Firstly, consider the given parabolas:

1. The equation for the first parabola is \( y^2 = 5x \). This is a standard form of a parabola that opens to the right.

2. The equation for the second parabola is \( x^2 = 5y \). This is a standard form of a parabola that opens upwards.

Next, we find the points of intersection of the two parabolas.

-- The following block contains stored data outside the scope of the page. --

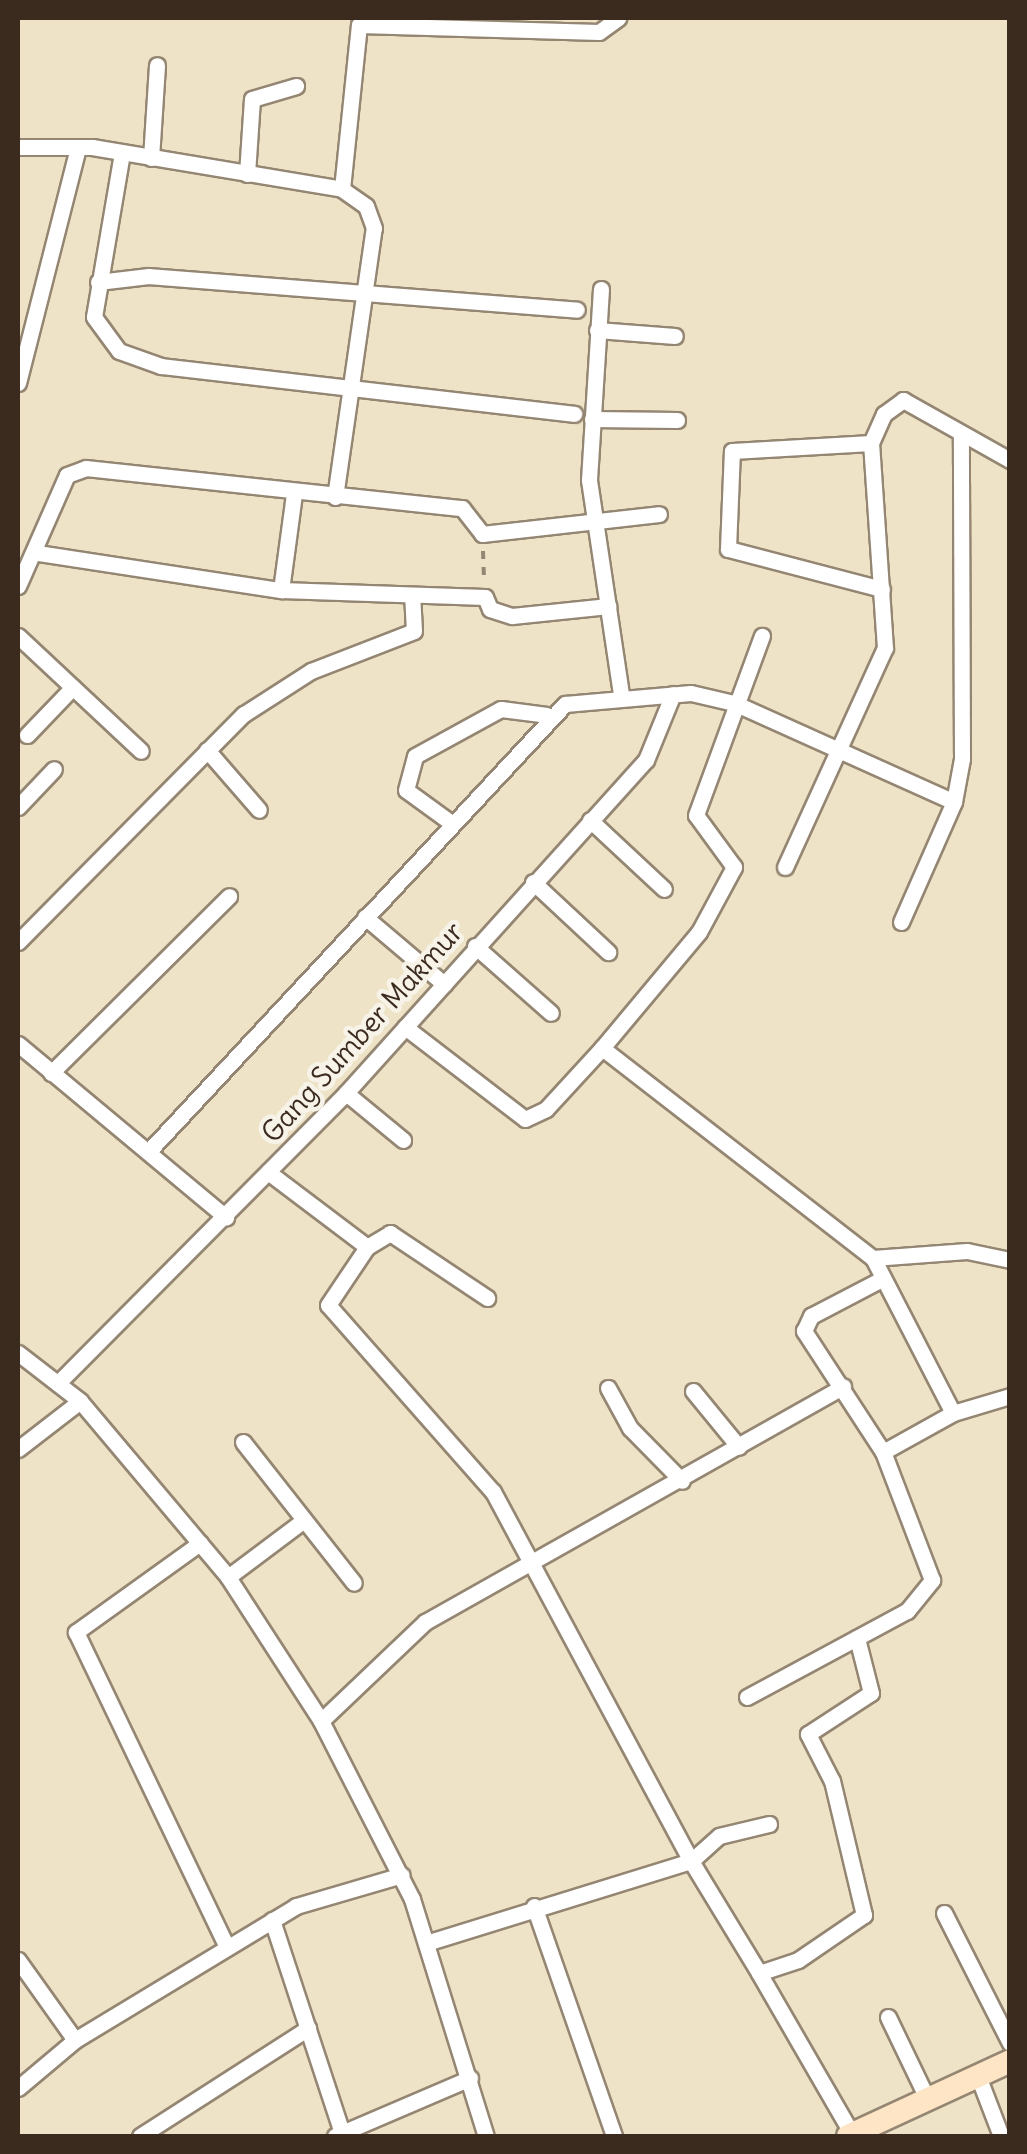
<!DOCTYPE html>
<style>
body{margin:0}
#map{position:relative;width:1027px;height:2154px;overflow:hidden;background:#eee3c6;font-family:Delius,sans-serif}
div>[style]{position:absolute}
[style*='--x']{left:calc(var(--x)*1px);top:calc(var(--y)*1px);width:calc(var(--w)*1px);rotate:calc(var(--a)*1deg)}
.path>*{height:4px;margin-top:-2px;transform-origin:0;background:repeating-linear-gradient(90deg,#948672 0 8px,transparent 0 16px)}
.roads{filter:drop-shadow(2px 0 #948672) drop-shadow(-2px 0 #948672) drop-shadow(0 2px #948672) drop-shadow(0 -2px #948672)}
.street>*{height:15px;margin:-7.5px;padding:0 7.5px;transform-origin:7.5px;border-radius:7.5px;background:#fff}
.secondary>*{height:22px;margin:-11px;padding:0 11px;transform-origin:11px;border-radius:11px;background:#fee5c5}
span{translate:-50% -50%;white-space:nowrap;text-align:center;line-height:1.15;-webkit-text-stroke:9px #f7f3e8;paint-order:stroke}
.street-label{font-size:28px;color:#3b2a1e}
.frame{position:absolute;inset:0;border:20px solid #3b2a1e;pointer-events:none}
</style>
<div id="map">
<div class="path">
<div style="--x:483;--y:551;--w:31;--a:88"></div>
</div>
<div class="roads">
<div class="street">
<div style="--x:18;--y:147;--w:74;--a:0"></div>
<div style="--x:92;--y:147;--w:254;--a:9.5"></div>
<div style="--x:122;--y:153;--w:166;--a:99.7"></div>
<div style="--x:94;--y:317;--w:42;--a:53.7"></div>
<div style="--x:119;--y:351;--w:45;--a:19.7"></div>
<div style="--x:161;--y:366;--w:416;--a:6.6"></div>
<div style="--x:151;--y:158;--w:93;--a:-86.3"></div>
<div style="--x:247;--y:174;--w:75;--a:-86.2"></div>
<div style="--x:252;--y:99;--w:46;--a:-16.5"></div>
<div style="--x:98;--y:282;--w:51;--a:-6.7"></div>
<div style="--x:149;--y:276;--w:429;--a:4.5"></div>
<div style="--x:601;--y:289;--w:191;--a:93.6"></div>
<div style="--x:589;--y:480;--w:217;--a:81.5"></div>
<div style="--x:597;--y:330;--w:78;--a:4.4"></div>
<div style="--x:18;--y:383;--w:239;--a:-75.7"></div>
<div style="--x:592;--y:419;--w:85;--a:0.7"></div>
<div style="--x:294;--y:494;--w:97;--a:97.7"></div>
<div style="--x:281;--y:590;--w:204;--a:2"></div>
<div style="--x:485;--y:597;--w:13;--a:67"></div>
<div style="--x:490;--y:609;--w:23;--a:18"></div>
<div style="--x:512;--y:616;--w:97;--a:-5.9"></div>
<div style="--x:335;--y:497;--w:272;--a:-81.8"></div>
<div style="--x:374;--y:228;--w:23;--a:-110"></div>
<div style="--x:366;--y:206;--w:29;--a:-145"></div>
<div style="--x:342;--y:189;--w:165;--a:-84.1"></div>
<div style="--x:359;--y:25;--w:240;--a:1.7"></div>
<div style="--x:599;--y:32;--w:24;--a:-36"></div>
<div style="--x:38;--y:553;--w:246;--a:8.7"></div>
<div style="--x:18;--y:586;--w:121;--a:-66.2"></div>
<div style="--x:67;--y:475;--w:20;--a:-20"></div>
<div style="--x:86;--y:468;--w:378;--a:6.1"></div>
<div style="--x:462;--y:508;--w:33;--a:52"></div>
<div style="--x:482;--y:534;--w:178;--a:-6.4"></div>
<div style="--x:882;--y:589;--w:159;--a:-165.4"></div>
<div style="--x:728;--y:549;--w:98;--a:-87.7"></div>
<div style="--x:732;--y:451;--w:139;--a:-3.3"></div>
<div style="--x:871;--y:443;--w:32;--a:-66"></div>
<div style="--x:884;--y:414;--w:24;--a:-36"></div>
<div style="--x:903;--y:400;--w:123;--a:29.3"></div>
<div style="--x:18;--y:636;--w:168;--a:43.1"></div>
<div style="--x:27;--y:735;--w:66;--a:-46.2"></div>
<div style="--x:207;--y:750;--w:79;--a:49.1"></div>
<div style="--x:18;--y:807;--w:52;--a:-46.5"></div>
<div style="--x:590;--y:820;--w:101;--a:43"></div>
<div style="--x:450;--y:822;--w:54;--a:-144"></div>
<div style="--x:406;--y:790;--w:35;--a:-75"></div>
<div style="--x:415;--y:756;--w:98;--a:-28.7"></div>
<div style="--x:501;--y:709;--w:46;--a:7.4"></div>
<div style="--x:785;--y:867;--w:241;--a:-65.5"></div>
<div style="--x:885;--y:648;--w:205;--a:-93.9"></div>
<div style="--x:533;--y:882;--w:103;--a:43"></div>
<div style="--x:365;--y:917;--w:104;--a:40.3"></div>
<div style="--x:901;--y:922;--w:131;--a:-66.2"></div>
<div style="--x:954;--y:802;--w:44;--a:-79.5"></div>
<div style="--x:962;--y:759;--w:322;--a:-90.2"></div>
<div style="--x:18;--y:942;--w:321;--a:-45.3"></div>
<div style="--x:244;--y:714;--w:80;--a:-32.7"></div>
<div style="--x:311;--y:671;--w:110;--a:-21.2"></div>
<div style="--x:414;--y:631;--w:33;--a:-93"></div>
<div style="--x:475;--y:946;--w:101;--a:41.4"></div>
<div style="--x:405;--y:1027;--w:151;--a:37.5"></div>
<div style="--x:525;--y:1119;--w:23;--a:-25"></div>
<div style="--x:546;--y:1109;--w:83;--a:-47.4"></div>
<div style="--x:602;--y:1048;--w:151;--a:-50.1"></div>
<div style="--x:699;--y:932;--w:74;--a:-61.7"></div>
<div style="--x:734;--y:867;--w:64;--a:-126.2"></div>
<div style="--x:696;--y:815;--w:191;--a:-69.8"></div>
<div style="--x:18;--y:1044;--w:271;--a:39.8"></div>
<div style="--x:602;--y:1048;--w:343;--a:37.8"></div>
<div style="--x:873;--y:1258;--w:174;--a:62.7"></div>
<div style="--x:51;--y:1073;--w:251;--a:-44.8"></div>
<div style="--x:346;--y:1093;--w:74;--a:39.5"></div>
<div style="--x:148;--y:1152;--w:612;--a:-47.05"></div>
<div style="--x:565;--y:704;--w:126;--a:-5"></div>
<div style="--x:691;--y:693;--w:44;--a:13.1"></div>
<div style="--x:734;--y:703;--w:241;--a:24.2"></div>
<div style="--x:268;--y:1172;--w:124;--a:37.1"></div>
<div style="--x:873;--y:1258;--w:94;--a:-4.3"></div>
<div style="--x:967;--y:1251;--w:44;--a:11.8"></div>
<div style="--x:18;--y:1353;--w:78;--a:37.7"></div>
<div style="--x:80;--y:1401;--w:230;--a:49.9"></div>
<div style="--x:228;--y:1577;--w:171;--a:57.1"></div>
<div style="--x:321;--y:1721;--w:200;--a:62.9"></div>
<div style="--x:412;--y:1899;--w:248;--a:72.7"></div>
<div style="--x:58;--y:1383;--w:409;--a:-45.2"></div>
<div style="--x:346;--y:1093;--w:448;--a:-48"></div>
<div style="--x:646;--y:760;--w:71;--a:-67.8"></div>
<div style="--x:608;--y:1388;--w:46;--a:61.2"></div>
<div style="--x:630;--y:1428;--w:74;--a:45.5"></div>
<div style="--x:693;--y:1391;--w:72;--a:50.6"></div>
<div style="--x:243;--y:1442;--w:179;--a:51.8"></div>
<div style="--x:18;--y:1449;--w:78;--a:-37.7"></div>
<div style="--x:883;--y:1452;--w:80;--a:-29.1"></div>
<div style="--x:953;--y:1413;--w:59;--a:-16.6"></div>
<div style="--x:200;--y:1543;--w:153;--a:144.3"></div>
<div style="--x:76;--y:1632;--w:349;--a:64.4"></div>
<div style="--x:228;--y:1577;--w:90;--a:-36.9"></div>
<div style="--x:747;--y:1697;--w:182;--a:-28.3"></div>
<div style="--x:907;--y:1611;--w:40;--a:-51"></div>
<div style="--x:932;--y:1580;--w:137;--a:-110.9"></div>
<div style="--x:883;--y:1452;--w:145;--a:-123.1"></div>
<div style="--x:804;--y:1331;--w:17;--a:-65"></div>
<div style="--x:811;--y:1316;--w:78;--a:-27.6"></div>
<div style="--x:321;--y:1721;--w:144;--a:-43.6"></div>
<div style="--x:425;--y:1622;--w:480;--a:-29.4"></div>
<div style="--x:769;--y:1824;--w:51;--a:166.5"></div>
<div style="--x:719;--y:1836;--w:38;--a:138"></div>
<div style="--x:691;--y:1861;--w:131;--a:58.7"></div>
<div style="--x:759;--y:1973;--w:41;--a:-18.4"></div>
<div style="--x:798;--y:1960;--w:80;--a:-34.3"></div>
<div style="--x:864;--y:1915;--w:138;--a:-103.4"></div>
<div style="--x:832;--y:1781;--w:53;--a:-117.1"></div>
<div style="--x:808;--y:1734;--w:75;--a:-33.1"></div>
<div style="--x:871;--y:1693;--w:57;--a:-104.3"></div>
<div style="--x:534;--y:1906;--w:244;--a:70.8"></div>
<div style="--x:944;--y:1913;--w:146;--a:63.1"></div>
<div style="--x:272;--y:1920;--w:224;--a:71.8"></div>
<div style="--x:426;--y:1943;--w:277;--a:-17.2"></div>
<div style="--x:691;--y:1861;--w:419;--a:-118.2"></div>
<div style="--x:493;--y:1492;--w:249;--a:-131.4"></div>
<div style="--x:328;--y:1305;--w:70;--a:-56.1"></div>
<div style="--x:367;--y:1247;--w:27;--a:-31"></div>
<div style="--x:390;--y:1233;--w:117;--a:33.8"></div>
<div style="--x:18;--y:1960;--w:98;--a:54.5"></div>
<div style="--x:759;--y:1973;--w:186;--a:60"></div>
<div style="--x:888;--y:2017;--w:92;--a:64.3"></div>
<div style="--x:978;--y:2076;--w:64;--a:69"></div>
<div style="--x:18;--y:2088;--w:75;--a:-40.1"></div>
<div style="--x:75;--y:2040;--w:258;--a:-31.2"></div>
<div style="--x:296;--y:1906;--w:110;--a:-16.3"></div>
<div style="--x:140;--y:2136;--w:200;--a:-32.7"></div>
<div style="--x:335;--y:2136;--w:147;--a:-23.2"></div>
</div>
<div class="secondary">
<div style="--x:848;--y:2136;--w:179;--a:-24.8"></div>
</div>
</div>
<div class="street-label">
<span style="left:362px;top:1032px;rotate:-48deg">Gang Sumber Makmur</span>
</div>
<div class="frame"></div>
</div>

Using

\( x = \frac{y^2}{5} \), \quad \( y = \frac{x^2}{5} \)

Substitute into the equation for \( y \):

\( y = \frac{(y^2/5)^2}{5} = \frac{y^4}{125} \)

This gives \( 125y = y^4 \Rightarrow y(y^3 - 125) = 0 \).

So, \( y = 0 \) or \( y = 5 \).

Using \( x = \frac{y^2}{5} \), we get intersection points: \( (0,0) \) and \( (5,5) \).

The directrix of the parabola \( y^2 = 5x \) is \( x = -\frac{5}{4} \).

The latus rectum of the parabola \( x^2 = 5y \) is \( y = \frac{5}{4} \).

The line through the points \( (0,0) \) and \( (5,5) \) is \( y = x \).

Now find the area of the triangle formed by \( x = -\frac{5}{4} \), \( y = \frac{5}{4} \), and \( y = x \).

The vertices are \( \left(-\frac{5}{4}, -\frac{5}{4}\right) \), \( \left(-\frac{5}{4}, \frac{5}{4}\right) \), and \( \left(\frac{5}{4}, \frac{5}{4}\right) \).

Area:

\[ A = \frac{1}{2} \left| x_1(y_2-y_3) + x_2(y_3-y_1) + x_3(y_1-y_2) \right| \]

\[ A = \frac{1}{2} \left| -\frac{5}{4}\left(\frac{5}{4} - \frac{5}{4}\right) + \left(-\frac{5}{4}\right)\left(\frac{5}{4} + \frac{5}{4}\right) + \frac{5}{4}\left(-\frac{5}{4} - \frac{5}{4}\right) \right| \]

\[ A = \frac{1}{2} \cdot \frac{25}{4} = \frac{25}{8} \]

Thus, the correct answer is \( \frac{25}{8} \).